Searching...
Selasa, 26 Juni 2018
Juni 26, 2018

Ceritaku Di Commuter Line

Kali ini saya mau menulis cerita based on true story, pengalaman sehari-hari menjadi RoKer alias Rombongan Kereta saat masih berstatus sebagai ibu di ranah publik

#CeritaDiCommuterLine

Seperti biasa, kakiku berlari mengejar kereta, olahraga rutin yang kulakukan setiap pagi agar tidak terlambat masuk kerja.

"Teng tong teng tong...teng tong teng tong"
"Kereta jurusan Tanah Abang akan segera tiba di jalur satu, para penumpang harap bersiap di peron 1."

Kupercepat langkahku, tapping di depan pintu masuk.. untung aku selalu rutin mengisi saldo kartu uang elektronikku sehingga tidak direpotkan untuk mengisinya setiap pagi..

Alhamdulillah masih keburu, tepat setelah aku menyebrang peron, kereta sampai..padat seperti biasa..

Dalam hitungan sepersekian menit terjadi kericuhan, "haduh jangan dorong-dorong dong" teriak beberapa wanita, entah siapa.. Aku memang sengaja memilih gerbong wanita, meskipun banyak yang bilang gerbong wanita lebih "horor" dibanding gerbong campuran, tapi aku tetap memilihnya "lebih tenang dan nyaman batinku".

Aku memilih untuk menunggu semua penumpang masuk, lalu mencari celah dimana aku "masih" bisa berdiri.. bagiku, selama kaki masih bisa berpijak di kereta berarti masih ada tempat.

Aku tak suka mendorong, apalagi didorong..lebih memilih bersabar, walaupun pada kenyataannya jarang demikian.. Commuter Line pagi hari adalah transportasi umum yang menjadi favorit banyak manusia urban.

Lokasi kantorku yang berada di salah satu segitiga emas pusat bisnis Jakarta memaksaku memilih kereta menjadi angkutan tercepat tanpa macet dan murah meriah tentunya.

Setelah semua naik, kulihat sedikit celah pada sebuah pintu, lalu akupun naik, dengan sedikit geser dan dorong tentunya. Tepat setelahnya pintu keretapun ditutup, pas sekali posisiku didepan pintu.

Kereta melaju dengan kecepatan sekitar 60 Km/jam, beberapa kali seperti terasa bergoyang-goyang karena jalur kereta ini membelok.
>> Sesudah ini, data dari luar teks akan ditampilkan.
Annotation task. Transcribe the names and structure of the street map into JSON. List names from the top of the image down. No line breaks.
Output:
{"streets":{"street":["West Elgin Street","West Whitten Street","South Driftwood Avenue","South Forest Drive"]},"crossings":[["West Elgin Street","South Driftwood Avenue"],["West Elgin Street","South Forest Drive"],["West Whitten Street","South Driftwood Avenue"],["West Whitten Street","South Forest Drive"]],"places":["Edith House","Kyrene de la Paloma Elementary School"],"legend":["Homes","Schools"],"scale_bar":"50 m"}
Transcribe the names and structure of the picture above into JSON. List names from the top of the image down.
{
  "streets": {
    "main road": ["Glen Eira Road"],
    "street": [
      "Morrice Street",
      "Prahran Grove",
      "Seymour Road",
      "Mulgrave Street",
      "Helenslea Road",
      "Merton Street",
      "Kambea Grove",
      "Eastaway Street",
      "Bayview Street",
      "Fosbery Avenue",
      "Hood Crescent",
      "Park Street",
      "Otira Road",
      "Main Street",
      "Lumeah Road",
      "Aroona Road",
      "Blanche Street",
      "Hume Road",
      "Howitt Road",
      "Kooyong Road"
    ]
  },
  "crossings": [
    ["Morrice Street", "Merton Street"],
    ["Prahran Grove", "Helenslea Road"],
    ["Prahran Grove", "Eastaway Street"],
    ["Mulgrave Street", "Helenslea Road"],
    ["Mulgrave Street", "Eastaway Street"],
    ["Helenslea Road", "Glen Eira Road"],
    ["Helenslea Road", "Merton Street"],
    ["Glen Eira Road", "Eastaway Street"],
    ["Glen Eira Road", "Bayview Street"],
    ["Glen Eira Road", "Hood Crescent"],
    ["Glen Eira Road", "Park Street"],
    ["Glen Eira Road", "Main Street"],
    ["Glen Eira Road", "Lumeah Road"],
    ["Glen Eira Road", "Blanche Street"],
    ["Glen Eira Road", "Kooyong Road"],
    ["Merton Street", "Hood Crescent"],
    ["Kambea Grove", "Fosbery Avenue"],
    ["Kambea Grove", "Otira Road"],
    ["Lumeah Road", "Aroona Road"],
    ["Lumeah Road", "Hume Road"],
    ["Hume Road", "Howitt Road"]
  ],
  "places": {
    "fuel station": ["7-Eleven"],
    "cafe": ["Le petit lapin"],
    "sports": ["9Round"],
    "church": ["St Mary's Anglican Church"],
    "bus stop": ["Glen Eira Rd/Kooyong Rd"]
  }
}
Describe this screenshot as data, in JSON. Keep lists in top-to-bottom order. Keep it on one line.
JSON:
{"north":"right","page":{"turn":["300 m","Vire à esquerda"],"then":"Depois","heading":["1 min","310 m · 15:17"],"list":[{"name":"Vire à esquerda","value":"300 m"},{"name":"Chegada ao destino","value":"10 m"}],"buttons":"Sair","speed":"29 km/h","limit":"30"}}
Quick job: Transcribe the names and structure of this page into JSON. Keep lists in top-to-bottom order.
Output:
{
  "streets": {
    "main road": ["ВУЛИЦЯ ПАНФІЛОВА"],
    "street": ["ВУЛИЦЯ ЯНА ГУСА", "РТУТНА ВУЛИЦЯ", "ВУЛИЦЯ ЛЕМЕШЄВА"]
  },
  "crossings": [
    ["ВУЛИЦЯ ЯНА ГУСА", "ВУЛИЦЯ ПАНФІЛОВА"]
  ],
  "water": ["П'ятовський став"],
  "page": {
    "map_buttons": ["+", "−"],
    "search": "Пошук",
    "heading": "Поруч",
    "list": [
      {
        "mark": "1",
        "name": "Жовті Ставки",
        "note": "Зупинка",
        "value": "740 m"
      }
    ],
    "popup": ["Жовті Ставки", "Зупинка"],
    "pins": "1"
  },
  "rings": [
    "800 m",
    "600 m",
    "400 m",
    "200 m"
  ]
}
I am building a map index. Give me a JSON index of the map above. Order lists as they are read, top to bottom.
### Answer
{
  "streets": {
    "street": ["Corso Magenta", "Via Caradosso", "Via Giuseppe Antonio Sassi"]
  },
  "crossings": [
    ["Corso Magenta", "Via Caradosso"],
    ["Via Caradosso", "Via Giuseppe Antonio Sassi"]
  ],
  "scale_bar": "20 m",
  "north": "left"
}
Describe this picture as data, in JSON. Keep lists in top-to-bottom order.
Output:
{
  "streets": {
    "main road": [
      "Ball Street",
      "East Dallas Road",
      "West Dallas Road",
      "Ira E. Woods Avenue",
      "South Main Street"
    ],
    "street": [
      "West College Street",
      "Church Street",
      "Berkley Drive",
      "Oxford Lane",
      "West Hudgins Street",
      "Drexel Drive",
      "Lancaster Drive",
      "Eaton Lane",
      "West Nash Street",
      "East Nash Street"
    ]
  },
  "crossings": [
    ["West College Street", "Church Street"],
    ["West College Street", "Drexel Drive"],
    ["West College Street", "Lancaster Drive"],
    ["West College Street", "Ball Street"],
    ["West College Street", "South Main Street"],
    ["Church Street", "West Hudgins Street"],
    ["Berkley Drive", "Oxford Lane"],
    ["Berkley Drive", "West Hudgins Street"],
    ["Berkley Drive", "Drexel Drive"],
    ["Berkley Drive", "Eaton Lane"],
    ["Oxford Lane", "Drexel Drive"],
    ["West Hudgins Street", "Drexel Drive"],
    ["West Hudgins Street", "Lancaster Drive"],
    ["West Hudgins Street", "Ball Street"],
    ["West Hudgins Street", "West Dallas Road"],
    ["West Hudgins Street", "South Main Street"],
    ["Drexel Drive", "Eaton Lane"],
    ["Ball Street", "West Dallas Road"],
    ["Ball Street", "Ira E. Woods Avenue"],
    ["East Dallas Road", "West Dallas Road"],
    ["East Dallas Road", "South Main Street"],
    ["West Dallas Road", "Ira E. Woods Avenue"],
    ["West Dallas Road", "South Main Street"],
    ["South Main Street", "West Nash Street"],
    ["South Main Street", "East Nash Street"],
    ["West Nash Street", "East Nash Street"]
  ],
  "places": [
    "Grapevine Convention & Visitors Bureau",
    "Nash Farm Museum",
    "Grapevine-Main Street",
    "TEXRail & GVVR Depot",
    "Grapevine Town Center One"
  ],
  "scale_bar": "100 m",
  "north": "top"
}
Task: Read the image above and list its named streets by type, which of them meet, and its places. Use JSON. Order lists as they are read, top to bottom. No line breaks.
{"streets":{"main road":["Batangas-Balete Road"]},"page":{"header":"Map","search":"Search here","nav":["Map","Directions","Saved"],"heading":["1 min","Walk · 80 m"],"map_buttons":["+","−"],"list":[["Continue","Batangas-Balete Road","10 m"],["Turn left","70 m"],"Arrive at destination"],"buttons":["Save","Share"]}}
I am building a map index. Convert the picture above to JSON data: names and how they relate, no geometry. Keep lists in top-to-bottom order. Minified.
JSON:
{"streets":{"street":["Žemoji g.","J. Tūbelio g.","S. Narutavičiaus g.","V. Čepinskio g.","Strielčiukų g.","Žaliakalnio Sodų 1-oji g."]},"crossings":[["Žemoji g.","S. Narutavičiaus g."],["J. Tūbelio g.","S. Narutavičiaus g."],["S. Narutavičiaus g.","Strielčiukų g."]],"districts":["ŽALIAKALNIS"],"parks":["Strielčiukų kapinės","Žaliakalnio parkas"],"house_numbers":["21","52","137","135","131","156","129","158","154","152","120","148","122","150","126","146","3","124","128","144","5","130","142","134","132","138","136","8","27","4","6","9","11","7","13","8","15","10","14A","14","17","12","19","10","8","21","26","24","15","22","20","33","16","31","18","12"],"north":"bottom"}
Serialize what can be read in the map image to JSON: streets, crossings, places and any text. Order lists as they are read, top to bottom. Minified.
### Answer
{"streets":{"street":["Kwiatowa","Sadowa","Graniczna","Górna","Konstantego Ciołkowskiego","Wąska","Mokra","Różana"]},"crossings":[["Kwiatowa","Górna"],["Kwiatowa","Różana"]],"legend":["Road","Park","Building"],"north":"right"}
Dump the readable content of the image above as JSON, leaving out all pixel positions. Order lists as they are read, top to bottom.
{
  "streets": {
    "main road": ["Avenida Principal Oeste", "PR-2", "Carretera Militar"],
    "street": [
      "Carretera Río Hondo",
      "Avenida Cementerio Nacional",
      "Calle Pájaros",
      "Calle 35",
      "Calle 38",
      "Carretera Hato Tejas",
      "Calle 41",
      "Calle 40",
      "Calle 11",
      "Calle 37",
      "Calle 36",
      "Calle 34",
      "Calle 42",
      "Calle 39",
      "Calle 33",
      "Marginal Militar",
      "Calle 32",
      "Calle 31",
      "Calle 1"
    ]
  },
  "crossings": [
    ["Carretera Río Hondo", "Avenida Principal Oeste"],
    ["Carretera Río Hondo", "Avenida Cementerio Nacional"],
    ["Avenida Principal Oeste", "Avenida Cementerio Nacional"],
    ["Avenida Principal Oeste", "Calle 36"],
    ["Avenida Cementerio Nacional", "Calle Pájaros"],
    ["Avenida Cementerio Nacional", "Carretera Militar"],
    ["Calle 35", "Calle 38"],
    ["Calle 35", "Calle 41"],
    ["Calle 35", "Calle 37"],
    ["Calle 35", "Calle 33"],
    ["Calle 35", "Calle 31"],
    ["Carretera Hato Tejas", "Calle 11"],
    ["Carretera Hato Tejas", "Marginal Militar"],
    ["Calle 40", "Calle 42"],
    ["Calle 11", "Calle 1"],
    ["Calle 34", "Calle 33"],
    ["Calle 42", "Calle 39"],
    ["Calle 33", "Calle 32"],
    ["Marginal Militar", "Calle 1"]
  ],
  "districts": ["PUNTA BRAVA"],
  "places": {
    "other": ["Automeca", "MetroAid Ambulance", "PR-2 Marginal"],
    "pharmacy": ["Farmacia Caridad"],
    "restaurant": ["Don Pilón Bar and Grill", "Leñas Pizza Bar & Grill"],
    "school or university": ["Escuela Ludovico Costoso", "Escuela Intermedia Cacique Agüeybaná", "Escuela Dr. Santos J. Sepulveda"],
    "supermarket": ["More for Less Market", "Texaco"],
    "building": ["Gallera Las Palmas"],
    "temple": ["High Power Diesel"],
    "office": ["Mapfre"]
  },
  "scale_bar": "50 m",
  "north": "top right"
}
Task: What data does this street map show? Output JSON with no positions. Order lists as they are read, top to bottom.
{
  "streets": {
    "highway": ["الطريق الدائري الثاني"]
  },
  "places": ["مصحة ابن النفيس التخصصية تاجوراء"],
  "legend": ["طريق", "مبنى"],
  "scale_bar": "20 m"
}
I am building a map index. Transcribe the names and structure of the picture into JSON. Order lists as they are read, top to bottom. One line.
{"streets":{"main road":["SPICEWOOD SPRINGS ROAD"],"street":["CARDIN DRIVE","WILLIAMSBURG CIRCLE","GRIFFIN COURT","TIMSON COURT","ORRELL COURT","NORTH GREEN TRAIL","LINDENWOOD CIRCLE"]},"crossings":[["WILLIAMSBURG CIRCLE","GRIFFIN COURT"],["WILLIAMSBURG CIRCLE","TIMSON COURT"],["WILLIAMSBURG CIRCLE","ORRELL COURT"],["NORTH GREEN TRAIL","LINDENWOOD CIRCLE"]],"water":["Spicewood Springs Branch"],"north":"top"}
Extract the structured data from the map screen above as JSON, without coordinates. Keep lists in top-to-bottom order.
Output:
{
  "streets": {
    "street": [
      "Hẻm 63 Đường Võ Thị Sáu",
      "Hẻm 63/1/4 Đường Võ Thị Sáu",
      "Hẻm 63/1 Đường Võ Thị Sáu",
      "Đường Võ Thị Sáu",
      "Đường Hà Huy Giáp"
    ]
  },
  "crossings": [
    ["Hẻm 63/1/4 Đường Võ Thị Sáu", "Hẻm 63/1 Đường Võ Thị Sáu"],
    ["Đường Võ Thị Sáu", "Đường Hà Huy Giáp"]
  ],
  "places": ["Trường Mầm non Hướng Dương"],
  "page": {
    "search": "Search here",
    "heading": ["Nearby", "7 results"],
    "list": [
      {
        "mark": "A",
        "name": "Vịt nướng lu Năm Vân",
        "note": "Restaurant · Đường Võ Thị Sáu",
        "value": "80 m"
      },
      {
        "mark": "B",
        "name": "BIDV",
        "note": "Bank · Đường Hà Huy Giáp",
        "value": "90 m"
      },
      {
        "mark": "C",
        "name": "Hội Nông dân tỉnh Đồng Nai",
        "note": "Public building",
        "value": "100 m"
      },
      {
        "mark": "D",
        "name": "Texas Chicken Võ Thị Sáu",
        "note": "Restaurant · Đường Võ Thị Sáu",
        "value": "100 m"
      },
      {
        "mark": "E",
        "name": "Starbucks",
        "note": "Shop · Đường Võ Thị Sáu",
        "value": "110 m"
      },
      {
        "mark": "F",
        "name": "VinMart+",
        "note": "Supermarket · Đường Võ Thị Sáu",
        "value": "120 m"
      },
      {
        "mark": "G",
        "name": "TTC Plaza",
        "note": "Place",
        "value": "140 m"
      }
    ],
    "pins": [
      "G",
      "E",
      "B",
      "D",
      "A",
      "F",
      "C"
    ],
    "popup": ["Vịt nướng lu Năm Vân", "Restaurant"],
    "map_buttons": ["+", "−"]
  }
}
Sengaja kupilih posisi dekat pintu agar lebih stabil, karena aku tahu jika ditengah apalagi pas di posisi roda, goyangan akan sangat terasa.. dapatkah kamu membayangkannya "ditengah jubelan manusia, bergoyang tanpa arah mengikuti putaran roda kereta"

Tak jarang terdengar teriakan

 "Aduh, jangan dorong-dorong dong",

"Pegangan dong, ditahan jangan jatuh-jatuh."

Teriakan terakhir biasanya keluar dari lisan para penumpang yang berdiri didepan penumpang yang duduk karena mereka harus menahan beban dorongan manusia di belakangnya agar tidak jatuh ke depan dengan kaki tertahan oleh kursi. Posisi yang benar-benar tidak menyenangkan, aku pernah soalnya, dan memilih menghindarinya.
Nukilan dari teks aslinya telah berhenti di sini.